(Saved entries)
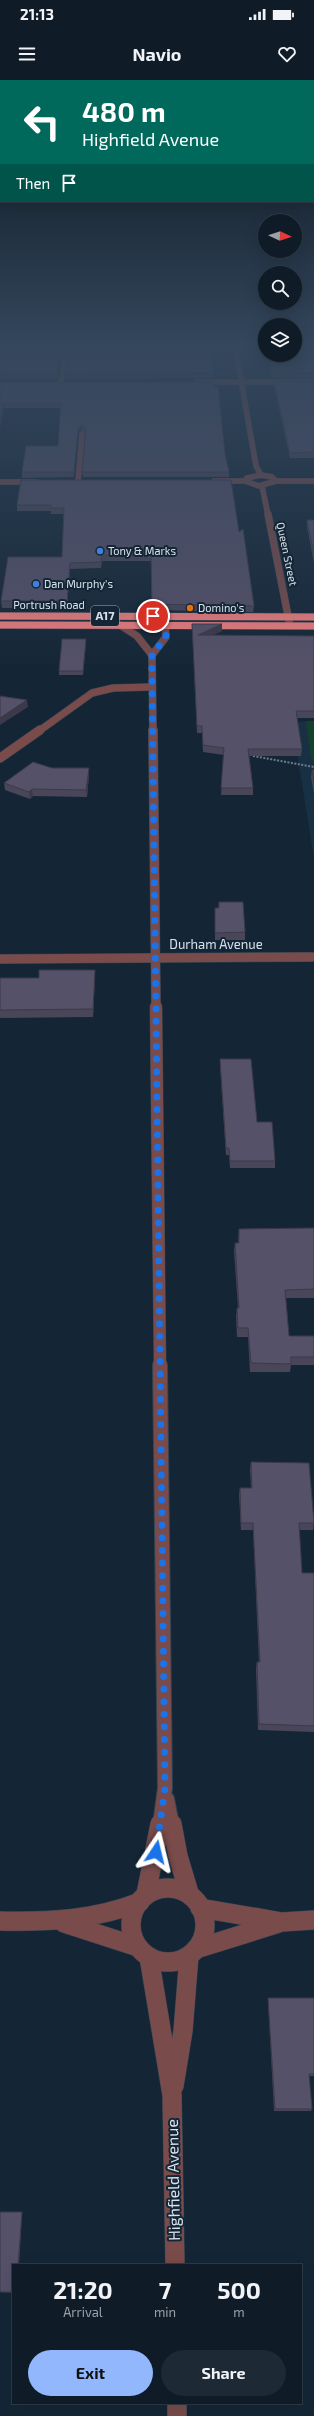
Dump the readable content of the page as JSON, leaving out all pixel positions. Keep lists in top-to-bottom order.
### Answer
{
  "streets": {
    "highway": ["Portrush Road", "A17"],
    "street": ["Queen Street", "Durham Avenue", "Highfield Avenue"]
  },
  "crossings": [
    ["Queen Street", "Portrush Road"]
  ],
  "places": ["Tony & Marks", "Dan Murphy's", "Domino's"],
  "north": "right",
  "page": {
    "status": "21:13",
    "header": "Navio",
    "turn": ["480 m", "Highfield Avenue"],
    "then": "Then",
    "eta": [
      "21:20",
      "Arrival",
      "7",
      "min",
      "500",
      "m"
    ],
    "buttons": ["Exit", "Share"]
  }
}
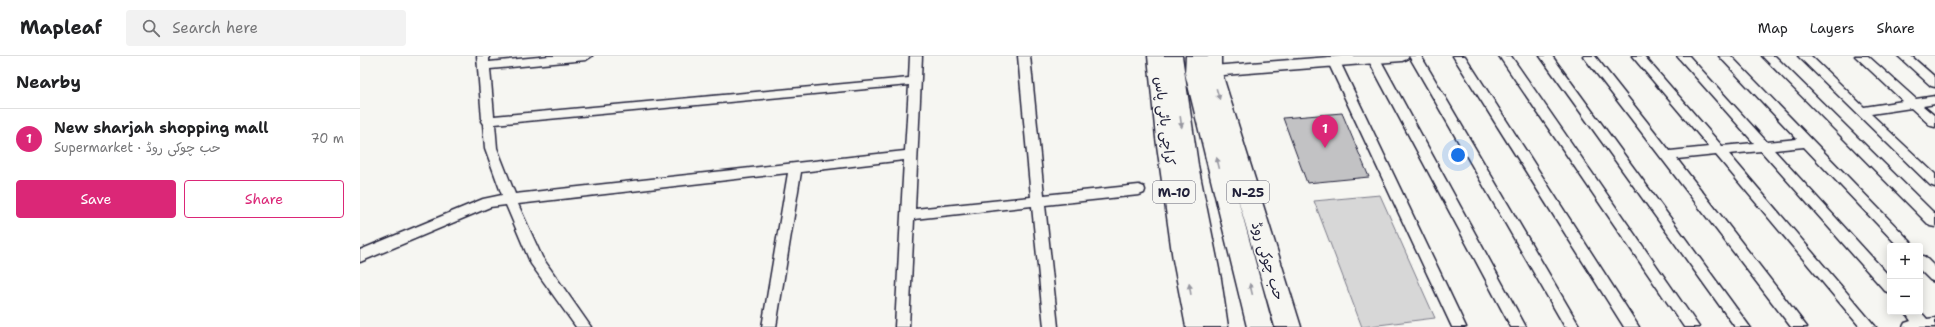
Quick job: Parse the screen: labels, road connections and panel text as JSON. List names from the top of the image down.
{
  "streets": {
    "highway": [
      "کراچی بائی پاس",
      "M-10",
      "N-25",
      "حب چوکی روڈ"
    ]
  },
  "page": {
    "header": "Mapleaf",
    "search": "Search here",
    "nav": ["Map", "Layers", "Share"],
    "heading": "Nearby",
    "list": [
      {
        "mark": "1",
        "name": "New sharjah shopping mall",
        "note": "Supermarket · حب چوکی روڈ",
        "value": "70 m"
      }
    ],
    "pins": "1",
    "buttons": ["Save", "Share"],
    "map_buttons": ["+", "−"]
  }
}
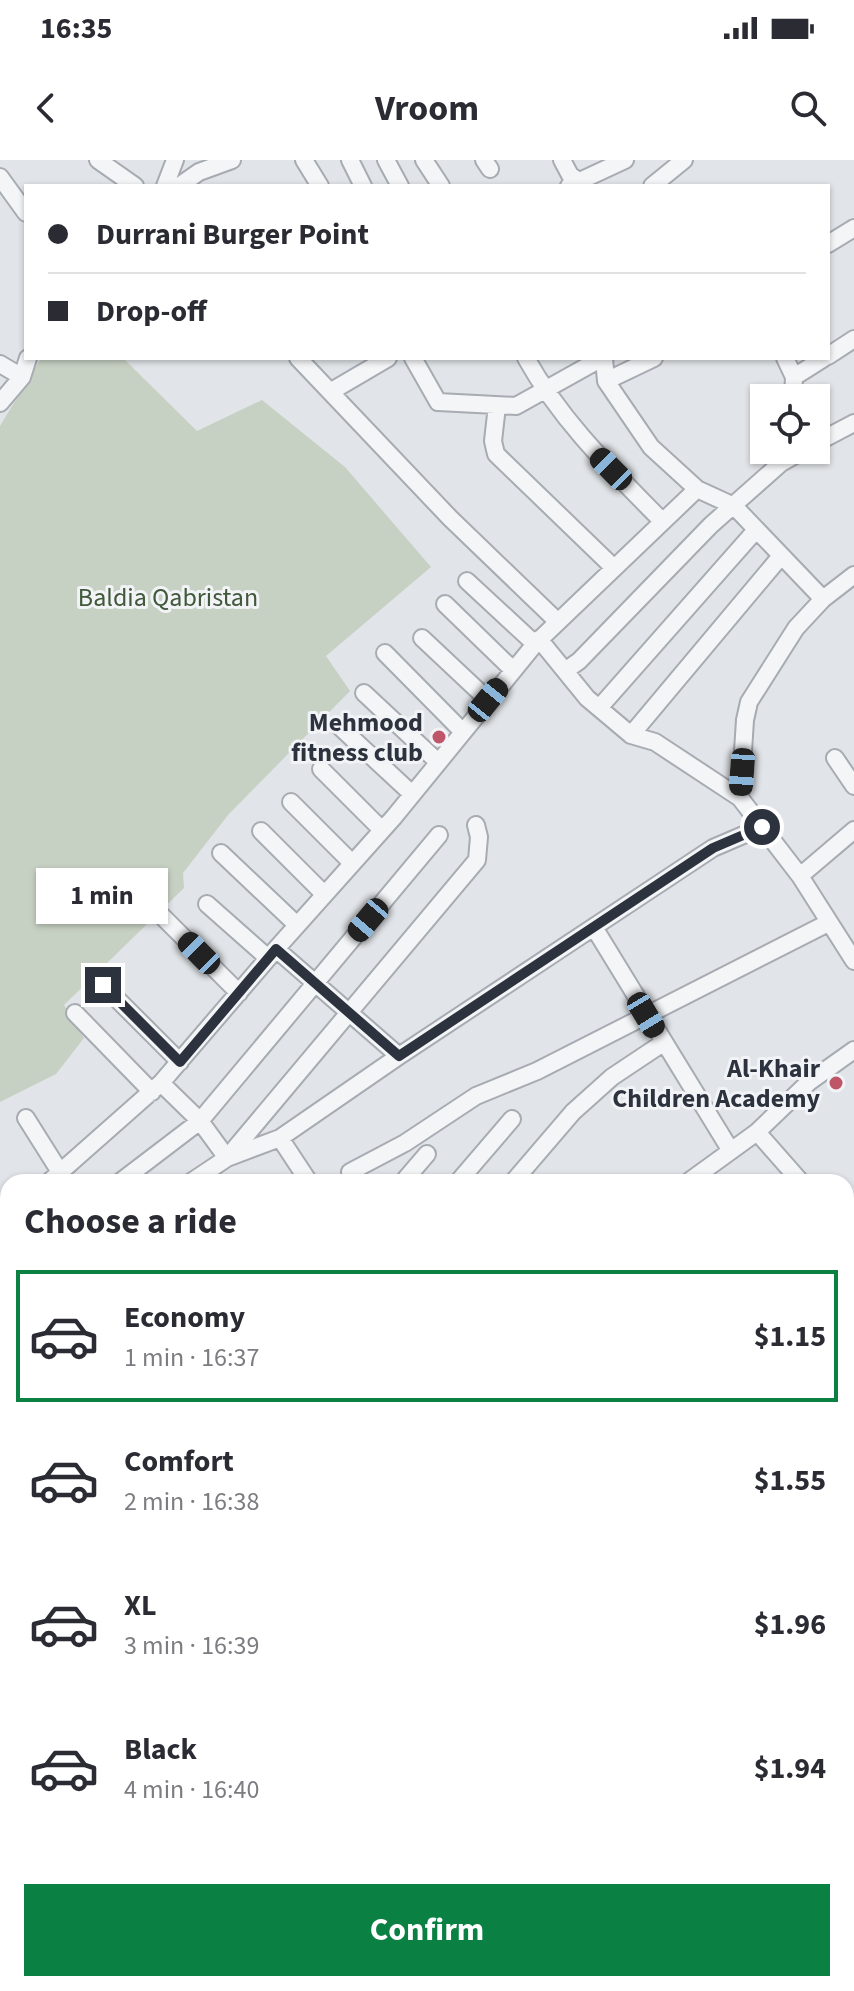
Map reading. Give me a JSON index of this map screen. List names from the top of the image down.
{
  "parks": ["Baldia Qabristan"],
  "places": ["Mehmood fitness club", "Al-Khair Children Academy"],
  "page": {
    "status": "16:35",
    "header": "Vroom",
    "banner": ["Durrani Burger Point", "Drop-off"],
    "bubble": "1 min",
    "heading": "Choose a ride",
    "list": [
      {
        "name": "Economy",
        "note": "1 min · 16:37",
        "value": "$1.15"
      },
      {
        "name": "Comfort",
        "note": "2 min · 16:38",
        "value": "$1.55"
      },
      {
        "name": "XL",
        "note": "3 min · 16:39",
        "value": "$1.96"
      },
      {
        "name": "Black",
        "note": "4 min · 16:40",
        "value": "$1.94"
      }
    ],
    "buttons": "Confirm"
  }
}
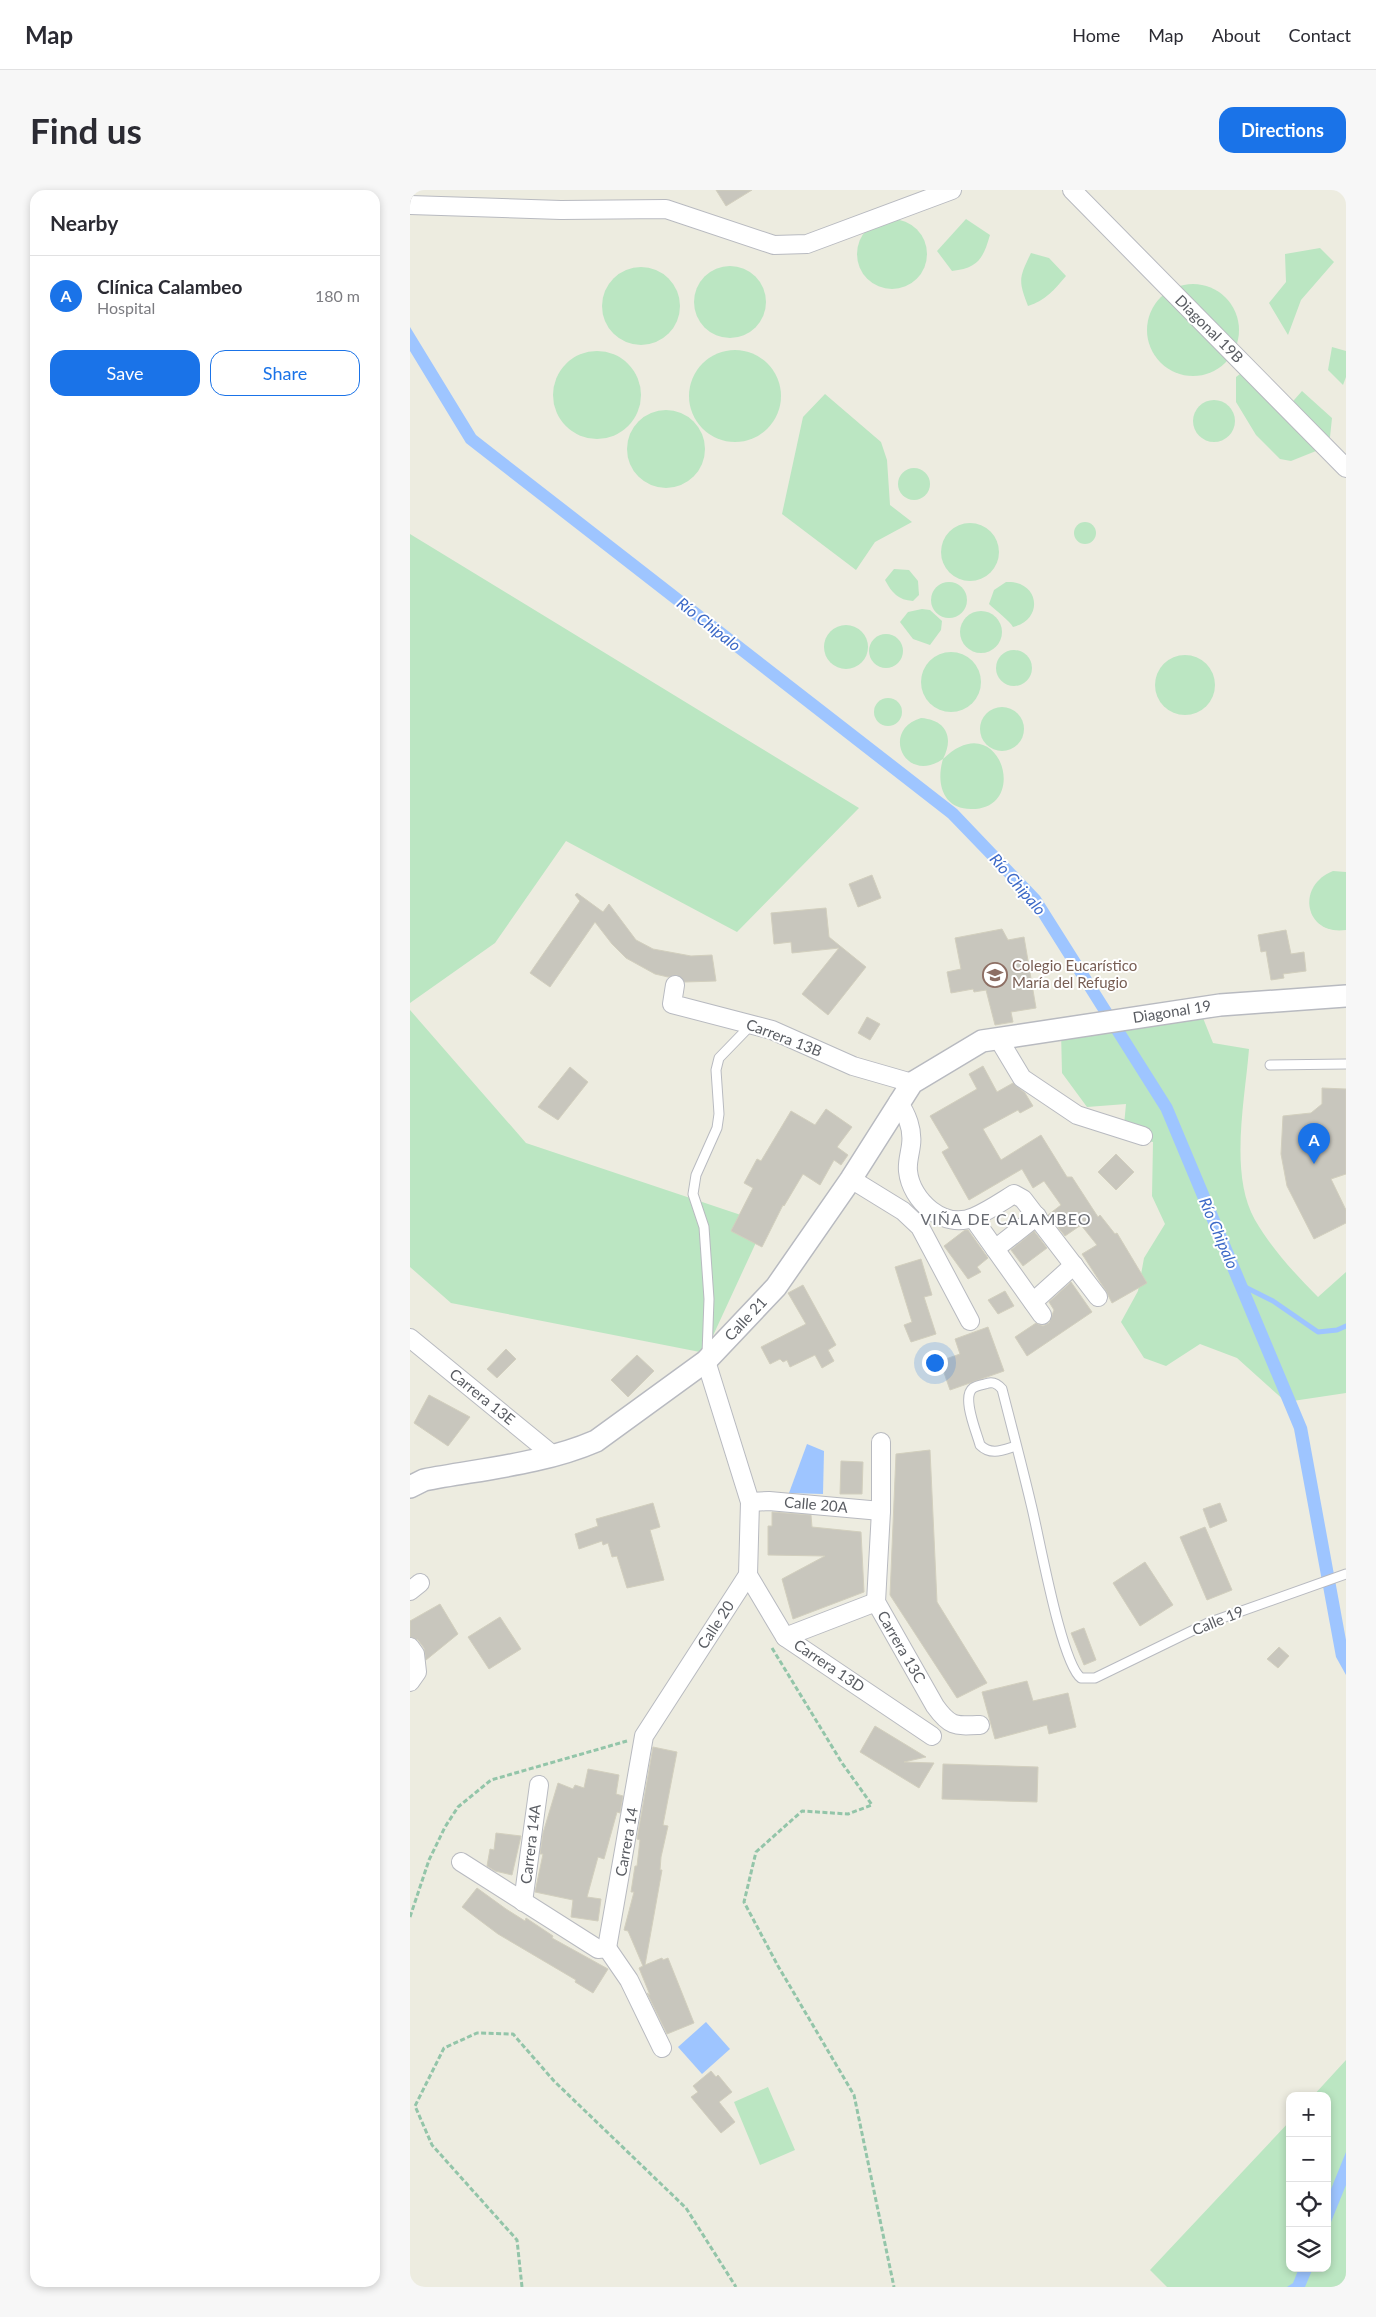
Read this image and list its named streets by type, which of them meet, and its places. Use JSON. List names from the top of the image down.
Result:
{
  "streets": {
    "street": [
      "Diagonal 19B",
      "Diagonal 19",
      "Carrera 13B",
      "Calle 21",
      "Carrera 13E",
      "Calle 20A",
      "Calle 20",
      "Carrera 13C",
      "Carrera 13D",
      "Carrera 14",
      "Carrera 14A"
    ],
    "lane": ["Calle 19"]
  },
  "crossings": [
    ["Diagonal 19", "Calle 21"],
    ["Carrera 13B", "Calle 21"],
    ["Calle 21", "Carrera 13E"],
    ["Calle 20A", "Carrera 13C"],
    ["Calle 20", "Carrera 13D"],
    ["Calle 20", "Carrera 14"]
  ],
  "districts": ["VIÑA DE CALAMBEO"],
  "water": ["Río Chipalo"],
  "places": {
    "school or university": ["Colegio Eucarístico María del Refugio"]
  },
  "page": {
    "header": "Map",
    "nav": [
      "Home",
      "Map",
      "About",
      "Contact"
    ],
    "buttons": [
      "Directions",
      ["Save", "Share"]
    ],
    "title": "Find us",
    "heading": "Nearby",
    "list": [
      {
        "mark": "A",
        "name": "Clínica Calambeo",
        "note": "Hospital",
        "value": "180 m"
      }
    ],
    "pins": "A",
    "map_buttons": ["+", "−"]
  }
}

> **WHAT THE TASK ASKS**
Would you return the data above exactly as written, minus the images?

> **RESULT**
Dump the readable content of the page as JSON, leaving out all pixel positions. Keep lists in top-to-bottom order.
### Answer
{
  "streets": {
    "highway": ["Portrush Road", "A17"],
    "street": ["Queen Street", "Durham Avenue", "Highfield Avenue"]
  },
  "crossings": [
    ["Queen Street", "Portrush Road"]
  ],
  "places": ["Tony & Marks", "Dan Murphy's", "Domino's"],
  "north": "right",
  "page": {
    "status": "21:13",
    "header": "Navio",
    "turn": ["480 m", "Highfield Avenue"],
    "then": "Then",
    "eta": [
      "21:20",
      "Arrival",
      "7",
      "min",
      "500",
      "m"
    ],
    "buttons": ["Exit", "Share"]
  }
}
Quick job: Parse the screen: labels, road connections and panel text as JSON. List names from the top of the image down.
{
  "streets": {
    "highway": [
      "کراچی بائی پاس",
      "M-10",
      "N-25",
      "حب چوکی روڈ"
    ]
  },
  "page": {
    "header": "Mapleaf",
    "search": "Search here",
    "nav": ["Map", "Layers", "Share"],
    "heading": "Nearby",
    "list": [
      {
        "mark": "1",
        "name": "New sharjah shopping mall",
        "note": "Supermarket · حب چوکی روڈ",
        "value": "70 m"
      }
    ],
    "pins": "1",
    "buttons": ["Save", "Share"],
    "map_buttons": ["+", "−"]
  }
}
Map reading. Give me a JSON index of this map screen. List names from the top of the image down.
{
  "parks": ["Baldia Qabristan"],
  "places": ["Mehmood fitness club", "Al-Khair Children Academy"],
  "page": {
    "status": "16:35",
    "header": "Vroom",
    "banner": ["Durrani Burger Point", "Drop-off"],
    "bubble": "1 min",
    "heading": "Choose a ride",
    "list": [
      {
        "name": "Economy",
        "note": "1 min · 16:37",
        "value": "$1.15"
      },
      {
        "name": "Comfort",
        "note": "2 min · 16:38",
        "value": "$1.55"
      },
      {
        "name": "XL",
        "note": "3 min · 16:39",
        "value": "$1.96"
      },
      {
        "name": "Black",
        "note": "4 min · 16:40",
        "value": "$1.94"
      }
    ],
    "buttons": "Confirm"
  }
}
Read this image and list its named streets by type, which of them meet, and its places. Use JSON. List names from the top of the image down.
Result:
{
  "streets": {
    "street": [
      "Diagonal 19B",
      "Diagonal 19",
      "Carrera 13B",
      "Calle 21",
      "Carrera 13E",
      "Calle 20A",
      "Calle 20",
      "Carrera 13C",
      "Carrera 13D",
      "Carrera 14",
      "Carrera 14A"
    ],
    "lane": ["Calle 19"]
  },
  "crossings": [
    ["Diagonal 19", "Calle 21"],
    ["Carrera 13B", "Calle 21"],
    ["Calle 21", "Carrera 13E"],
    ["Calle 20A", "Carrera 13C"],
    ["Calle 20", "Carrera 13D"],
    ["Calle 20", "Carrera 14"]
  ],
  "districts": ["VIÑA DE CALAMBEO"],
  "water": ["Río Chipalo"],
  "places": {
    "school or university": ["Colegio Eucarístico María del Refugio"]
  },
  "page": {
    "header": "Map",
    "nav": [
      "Home",
      "Map",
      "About",
      "Contact"
    ],
    "buttons": [
      "Directions",
      ["Save", "Share"]
    ],
    "title": "Find us",
    "heading": "Nearby",
    "list": [
      {
        "mark": "A",
        "name": "Clínica Calambeo",
        "note": "Hospital",
        "value": "180 m"
      }
    ],
    "pins": "A",
    "map_buttons": ["+", "−"]
  }
}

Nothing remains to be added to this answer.